Wie sieht ein normaler Arbeitstag bei Ihnen aus? Wie stark ist Ihr Team vor Ort?
Thomas Schmidt: Neben Uwe Tschirch und mir als Doppelspitze gibt es das zweieinhalbköpfige Team, das sich um den Erhalt und die Pflege des Flächendenkmals Galopprennbahn kümmert, eine Sekretärin, einen Sportmanagement-Studenten, der seinen praktischen Teil bei uns absolviert, und die oben genannte Cathleen Bielefeld für Marketing- und Öffentlichkeitsarbeit. Ein freier Mitarbeiter ist für Sponsoren-Betreuung und -Akquise zuständig. Und der Vorstand ist aktiver eingebunden, als man es für Ehrenamtler erwarten könnte.
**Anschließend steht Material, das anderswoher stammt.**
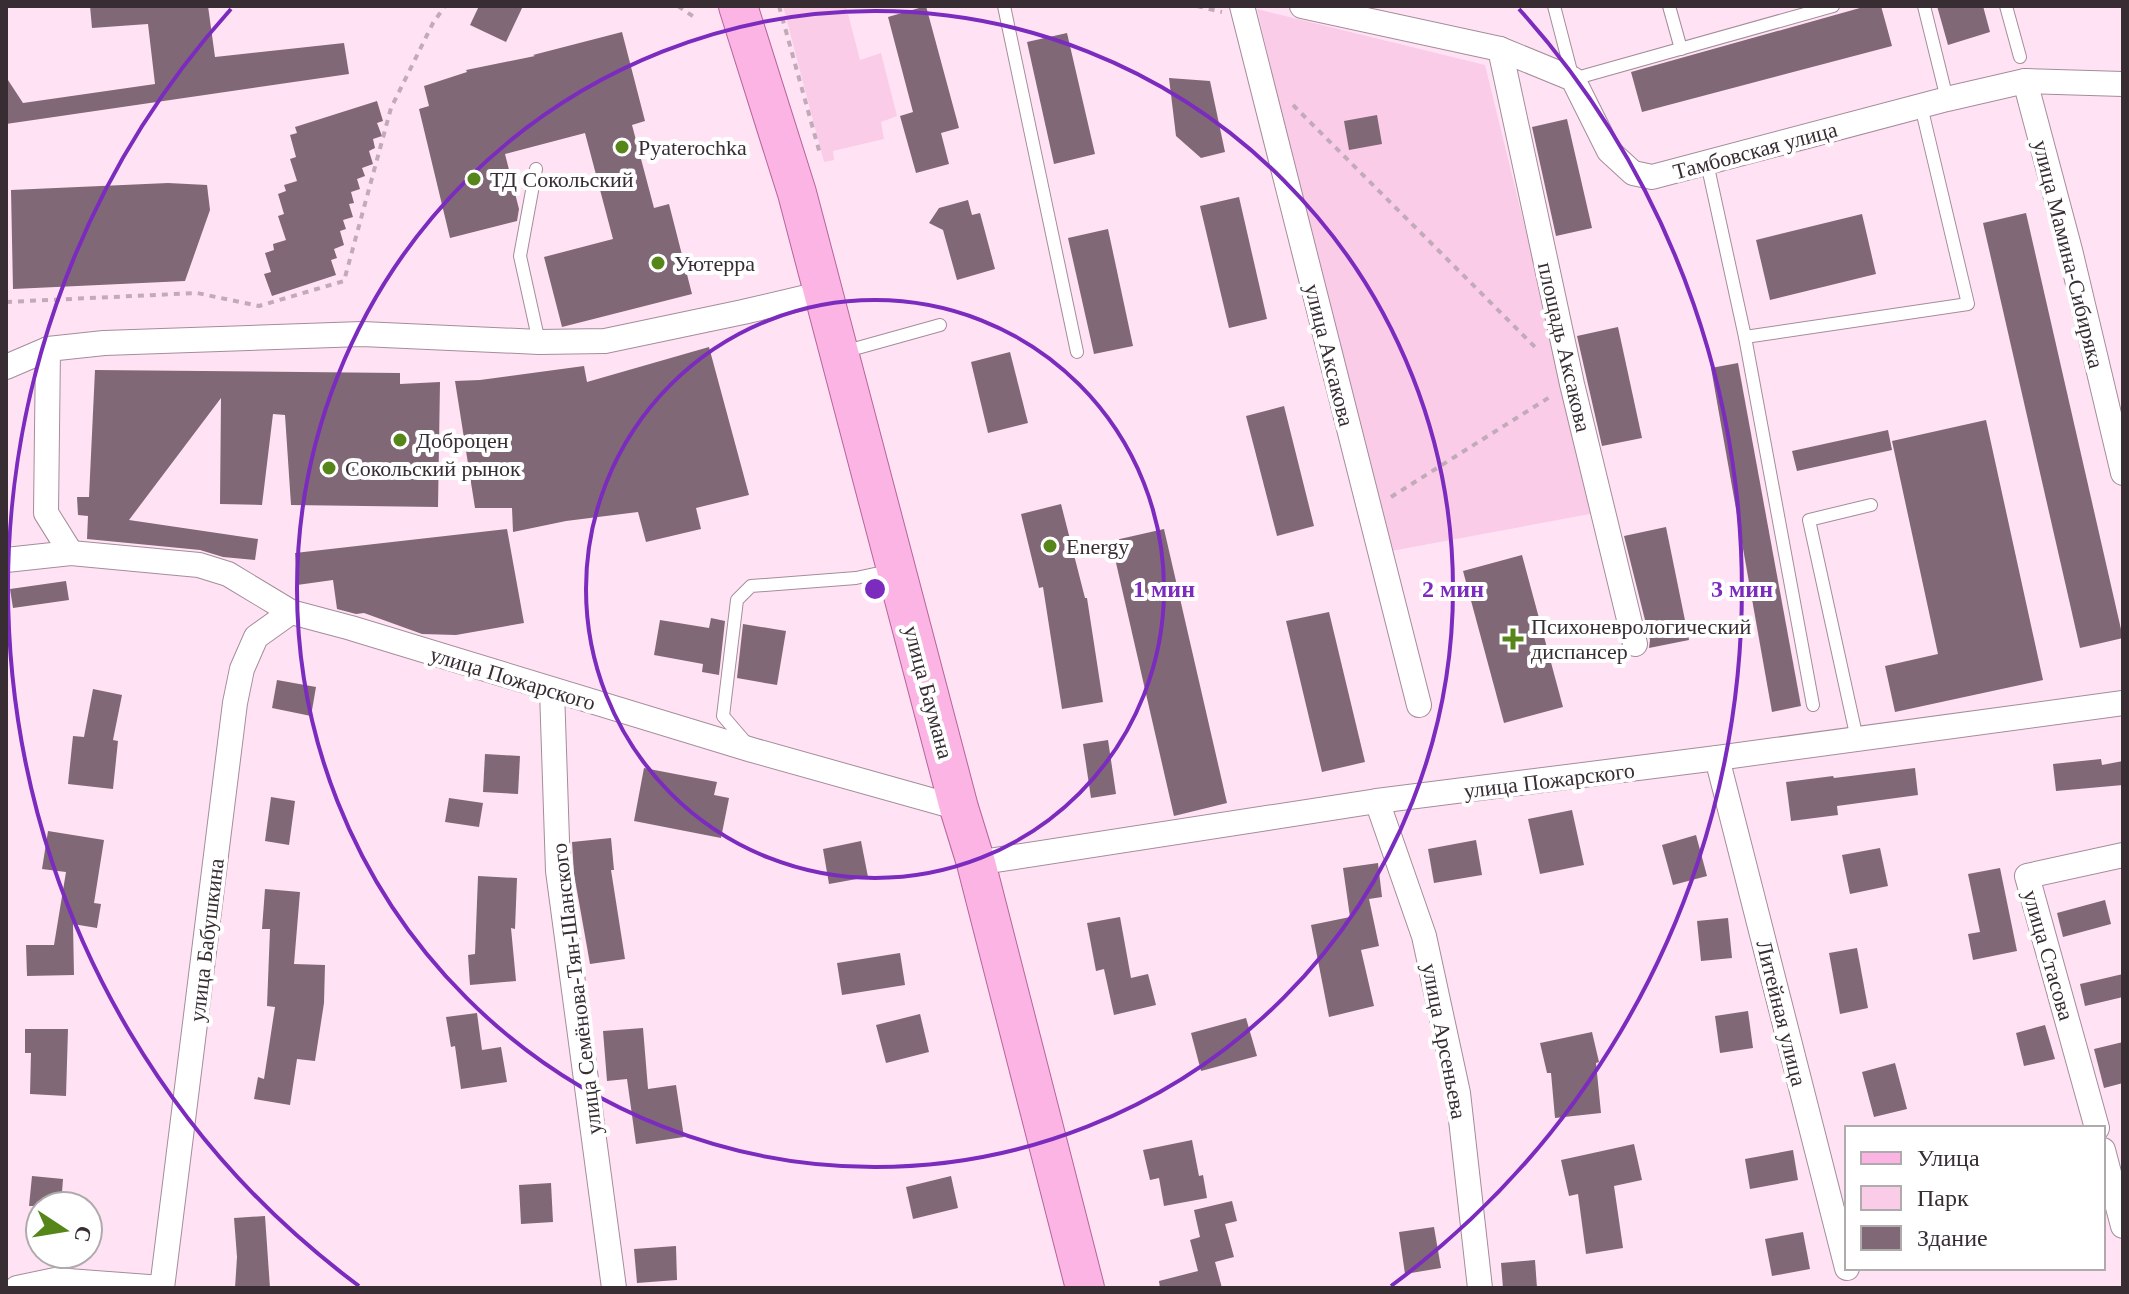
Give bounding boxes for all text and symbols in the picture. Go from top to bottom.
street label: Тамбовская улица [1670,116,1840,184]
place label: Pyaterochka [638,135,747,160]
street label: улица Мамина-Сибиряка [2028,137,2109,371]
marker: Pyaterochka [613,138,631,156]
place label: ТД Сокольский [490,167,634,192]
marker: ТД Сокольский [465,170,483,188]
place label: Уютерра [674,251,755,276]
marker: Уютерра [649,254,667,272]
street label: площадь Аксакова [1533,260,1596,435]
street label: улица Аксакова [1300,281,1359,429]
place label: Доброцен [416,428,509,453]
marker: Доброцен [391,431,409,449]
place label: Сокольский рынок [345,456,521,481]
marker: Сокольский рынок [320,459,338,477]
place label: Energy [1066,534,1129,559]
marker: Energy [1041,537,1059,555]
centre of rings [861,575,889,603]
text: 1 мин [1133,576,1195,602]
text: 2 мин [1422,576,1484,602]
text: 3 мин [1711,576,1773,602]
place label: Психоневрологический диспансер [1531,614,1752,664]
street label: улица Баумана [899,623,958,762]
marker: Психоневрологический диспансер [1502,628,1524,650]
street label: улица Пожарского [427,641,599,716]
street label: улица Пожарского [1462,758,1636,803]
street label: улица Семёнова-Тян-Шанского [546,842,607,1136]
street label: улица Бабушкина [184,857,229,1023]
street label: улица Стасова [2018,887,2079,1023]
street label: Литейная улица [1751,938,1812,1089]
street label: улица Арсеньева [1417,961,1472,1121]
legend [1845,1126,2105,1270]
text: Улица [1917,1145,1980,1171]
text: Парк [1917,1185,1969,1211]
north arrow [24,1190,104,1270]
text: С [69,1224,97,1244]
text: Здание [1917,1225,1988,1251]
Wie stark ist der Rennsport in Dresden bei der Bevölkerung verankert?
Thomas Schmidt: Uns erreichen unzählige Mails, die Telefone stehen nicht still – alle fragen: Wann geht es wieder los bei Euch? Auch die Zugriffszahlen in den sozialen Medien zeigen das Interesse. Vor Corona hatten wir einen Besucher-Schnitt von 8000 – dorthin kommen wir sicher bald wieder.
Wie ist die Lage bei der Trainingszentrale?
Thomas Schmidt: Sowohl bei Stefan Richter als auch bei Claudia Barsig stehen bereits schöne Erfolge in Frankreich zu Buche. Besitzertrainer Ralph Siegert landete den ersten Dresdner Treffer auf der Heimatbahn, Guido Scholze steht kurz davor. Der Richter-Stall wird immer größer, Claudia Barsig tritt in dieser Saison etwas kürzer.
Haben Sie persönlich Beteiligungen an Rennpferden? Würde Sie das reizen?
Thomas Schmidt: Ich war mal bei den Turffreunden Dresden, einer damals vielköpfigen Besitzergemeinschaft, dabei. Der Reiz ist natürlich noch da und wird sicher irgendwann befriedigt.
„Ich genieße Familie, Haus und Garten“
Was machen Sie an Ihren freien Tagen?
Thomas Schmidt: Ich genieße Familie, Haus und Garten. Für die Sport-Welt bin ich noch in meinem gelernten Job als Journalist aktiv, berichte aus Leipzig, Magdeburg und Halle. Dynamo Dresden wird immer meine Leidenschaft bleiben, mit den Schwarz-Gelben und dem gesamten sächsischen Sport beschäftige ich mich in ,Schmidtis Overtime‘, einem Podcast des Wochenkuriers, und in einer Kolumne für diese Zeitung.